One of the storylines that emerged from the 2008 presidential election was that Barack Obama would be the first “basketball” president. That seemed like a largely meaningless distinction; yes, he played b-ball while growing up instead of hitting the gridiron like Gerald Ford and George H.W. Bush, but unless you care who the President puts in his NCAA bracket (and why would you? Do we ask Joe Lunardi about politics?), who cares, right?
Oddly enough, though, it may be the shenanigans of an Obama-backing former basketball player (and, as it were, the owner of several pro sports franchises) that may, if not derail the entire Obama presidency, at the very least give the opposition a legitimate salvo to fire for the 2010 election cycle.
The WASHINGTON EXAMINER (more on them in a bit) is covering a story about Gerald Walpin, an inspector general who was fired as he investigated the possible misuse of roughly $750,000 in federal grant money. And the key figure in said misuse? One Kevin Johnson, yes, that Kevin Johnson, now the mayor of Sacramento.

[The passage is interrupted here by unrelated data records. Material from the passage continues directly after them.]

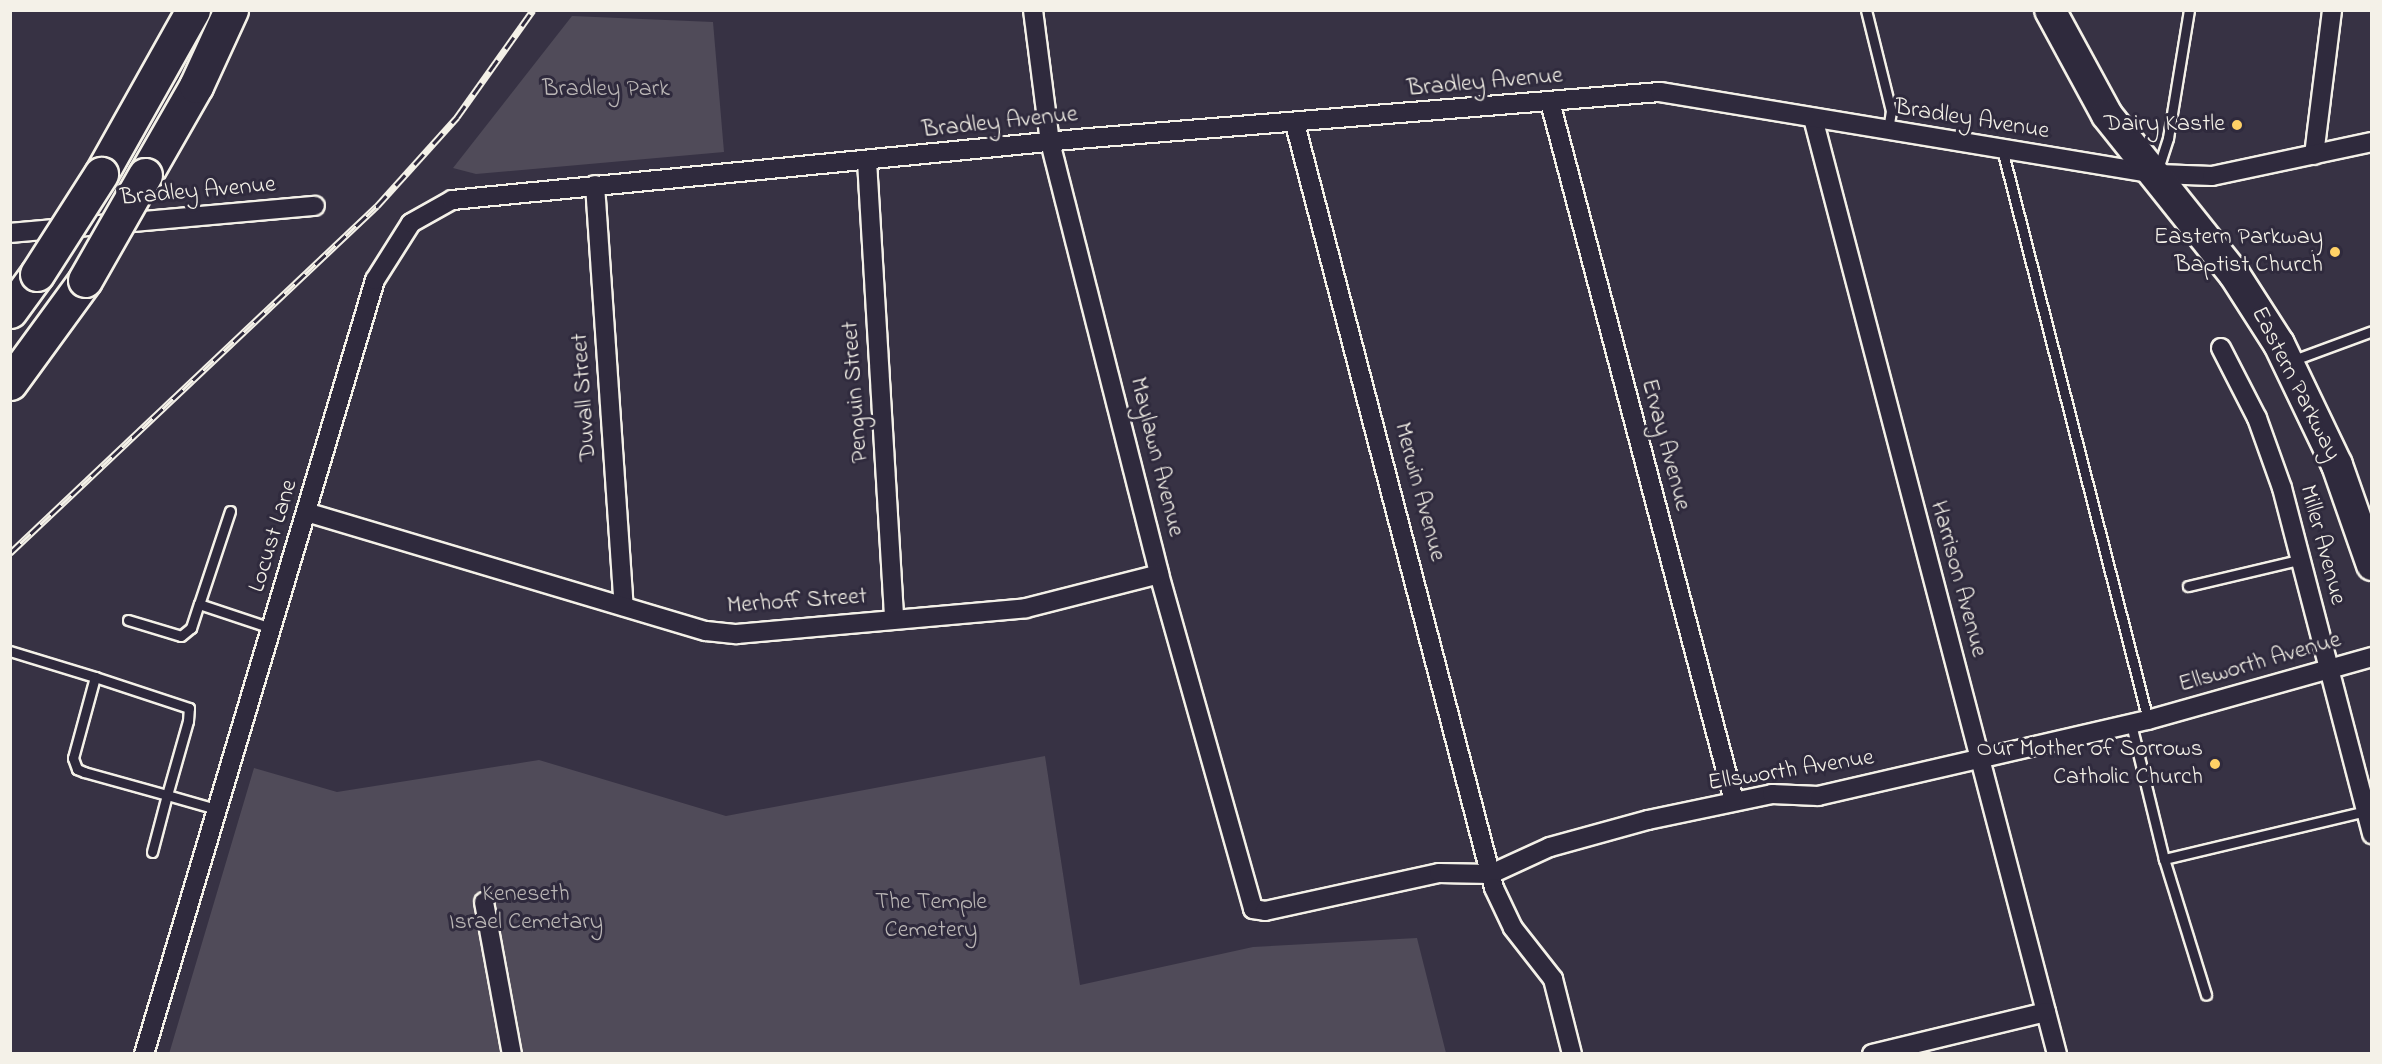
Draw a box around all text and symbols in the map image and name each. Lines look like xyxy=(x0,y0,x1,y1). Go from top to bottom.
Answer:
street label: Bradley Avenue xyxy=(1406,62,1564,104)
park label: Bradley Park xyxy=(542,76,670,104)
street label: Bradley Avenue xyxy=(1893,94,2051,146)
street label: Bradley Avenue xyxy=(921,101,1079,145)
place label: Dairy Kastle xyxy=(2104,111,2225,139)
marker: Dairy Kastle xyxy=(2230,118,2244,132)
street label: Bradley Avenue xyxy=(119,171,277,213)
place label: Eastern Parkway Baptist Church xyxy=(2154,224,2323,280)
marker: Eastern Parkway Baptist Church xyxy=(2328,245,2342,259)
street label: Eastern Parkway xyxy=(2244,302,2346,466)
street label: Penguin Street xyxy=(837,320,875,464)
street label: Duvall Street xyxy=(566,332,604,462)
street label: Maylawn Avenue xyxy=(1122,374,1190,540)
street label: Ervay Avenue xyxy=(1634,376,1696,514)
street label: Merwin Avenue xyxy=(1387,419,1451,565)
street label: Locust Lane xyxy=(243,476,305,596)
street label: Miller Avenue xyxy=(2292,482,2352,608)
street label: Harrison Avenue xyxy=(1923,498,1993,660)
street label: Merhoff Street xyxy=(726,583,868,621)
street label: Ellsworth Avenue xyxy=(2176,626,2344,700)
place label: Our Mother of Sorrows Catholic Church xyxy=(1977,736,2203,792)
street label: Ellsworth Avenue xyxy=(1706,744,1876,798)
marker: Our Mother of Sorrows Catholic Church xyxy=(2208,757,2222,771)
park label: Keneseth Israel Cemetary xyxy=(449,881,603,937)
park label: The Temple Cemetery xyxy=(875,889,987,945)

Walpin’s investigation also sparked conflict with the acting U.S. attorney in Sacramento amid fears that the probe — which could have resulted in Johnson being barred from ever winning another federal grant — might stand in the way of the city receiving its part of billions of dollars in federal stimulus money. After weeks of standoff, Walpin, whose position as inspector general is supposed to be protected from influence by political appointees and the White House, was fired.
Walpin learned his fate Wednesday night. He was driving to an event in upstate New York when he received a call from Norman Eisen, the Special Counsel to the President for Ethics and Government Reform. “He said, ‘Mr. Walpin, the president wants me to tell you that he really appreciates your service, but it’s time to move on,’” Walpin recalls. “Eisen said, ‘You can either resign, or I’ll tell you that we’ll have to terminate you.’”

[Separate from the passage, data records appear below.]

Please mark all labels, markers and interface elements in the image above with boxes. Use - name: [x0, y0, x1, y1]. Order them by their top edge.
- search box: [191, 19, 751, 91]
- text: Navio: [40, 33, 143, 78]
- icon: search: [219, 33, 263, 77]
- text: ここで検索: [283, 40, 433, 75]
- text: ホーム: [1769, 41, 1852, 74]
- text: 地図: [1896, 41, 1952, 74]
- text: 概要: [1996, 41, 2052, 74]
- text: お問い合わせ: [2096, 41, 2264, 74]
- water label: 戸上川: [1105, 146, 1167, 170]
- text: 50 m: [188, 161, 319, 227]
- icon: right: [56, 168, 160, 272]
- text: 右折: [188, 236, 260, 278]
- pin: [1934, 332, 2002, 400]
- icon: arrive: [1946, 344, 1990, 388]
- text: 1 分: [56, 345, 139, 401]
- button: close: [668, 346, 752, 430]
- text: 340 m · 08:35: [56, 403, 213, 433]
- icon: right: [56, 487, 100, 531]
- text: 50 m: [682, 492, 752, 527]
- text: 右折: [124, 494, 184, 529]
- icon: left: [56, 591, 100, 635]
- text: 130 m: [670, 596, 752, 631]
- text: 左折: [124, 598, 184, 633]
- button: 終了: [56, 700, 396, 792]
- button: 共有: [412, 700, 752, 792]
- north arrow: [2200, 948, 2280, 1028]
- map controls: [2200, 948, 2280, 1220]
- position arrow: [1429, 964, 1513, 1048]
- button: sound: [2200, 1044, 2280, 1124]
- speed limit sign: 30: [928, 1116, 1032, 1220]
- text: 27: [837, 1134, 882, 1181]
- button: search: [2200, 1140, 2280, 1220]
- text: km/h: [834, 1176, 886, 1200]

The article is long, long, lawwwwng, but worth a read nonetheless - with a significant caveat. The Examiner is owned by Philip Anschutz, a prominent backer of right-wing causes and the recent new owner of the far-right WEEKLY STANDARD. To say he’s got a stake in taking down Obama is an understatement, and that bias is played out among the rest of the available articles.

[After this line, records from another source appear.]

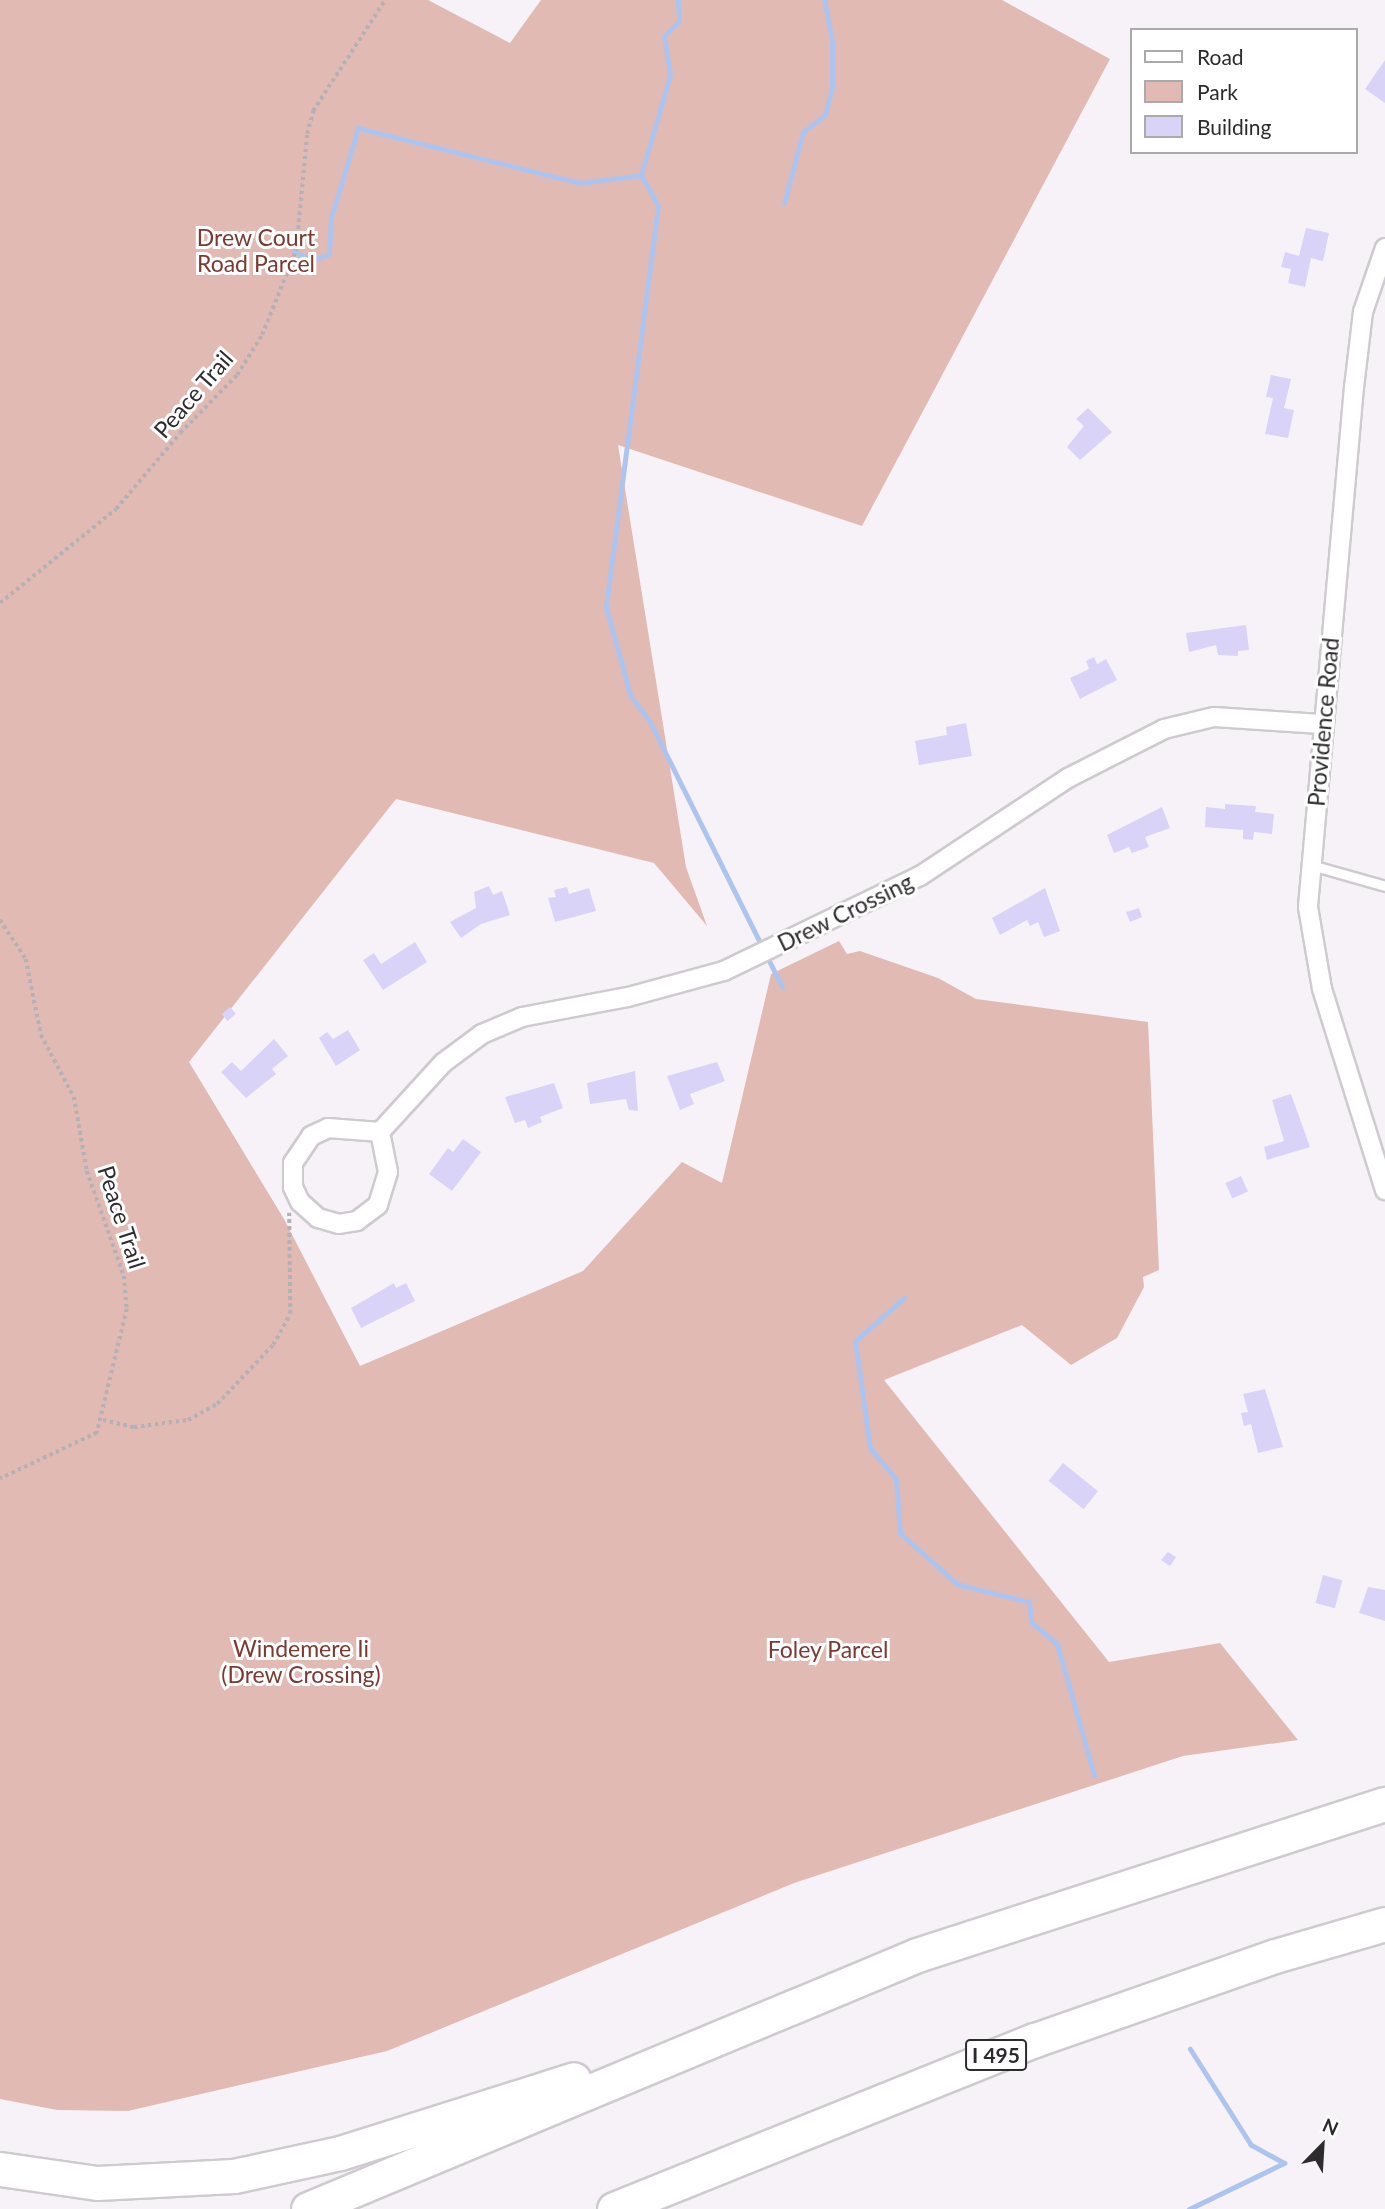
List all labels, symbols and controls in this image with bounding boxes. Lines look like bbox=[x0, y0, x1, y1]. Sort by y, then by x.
legend bbox=[1130, 28, 1357, 154]
text: Road bbox=[1197, 44, 1244, 69]
text: Park bbox=[1197, 79, 1238, 104]
text: Building bbox=[1197, 114, 1272, 139]
park label: Drew Court Road Parcel bbox=[197, 223, 315, 277]
street label: Peace Trail bbox=[147, 344, 239, 444]
street label: Providence Road bbox=[1302, 636, 1344, 808]
street label: Drew Crossing bbox=[773, 867, 917, 957]
street label: Peace Trail bbox=[92, 1162, 152, 1272]
park label: Windemere Ii (Drew Crossing) bbox=[221, 1634, 381, 1688]
park label: Foley Parcel bbox=[767, 1635, 889, 1663]
road number: I 495 bbox=[964, 2038, 1028, 2072]
north arrow bbox=[1287, 2111, 1357, 2181]
text: N bbox=[1319, 2113, 1342, 2140]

Anschutz, incidentally, also owns the Anschutz Entertainment Group, which either owns or has stakes in such franchises as the Los Angeles Kings, the LA Galaxy, the Los Angeles Lakers, the Houston Dynamo, and a host of European franchises. There’s no direct evidence to suggest that his ownership of those teams in any way affects his coverage of Johnson, a former Phoenix Sun and mayor of the home of the Sacramento Kings.
All that said, there’s nothing inherently objectionable in this article itself. It just seems downright bizarre that a White House would risk severe political and ethical embarrassment over what is, in their terms, a piddling amount of money and consequence. Without hearing their side of the story, it not only doesn’t look good, it doesn’t even look plausible.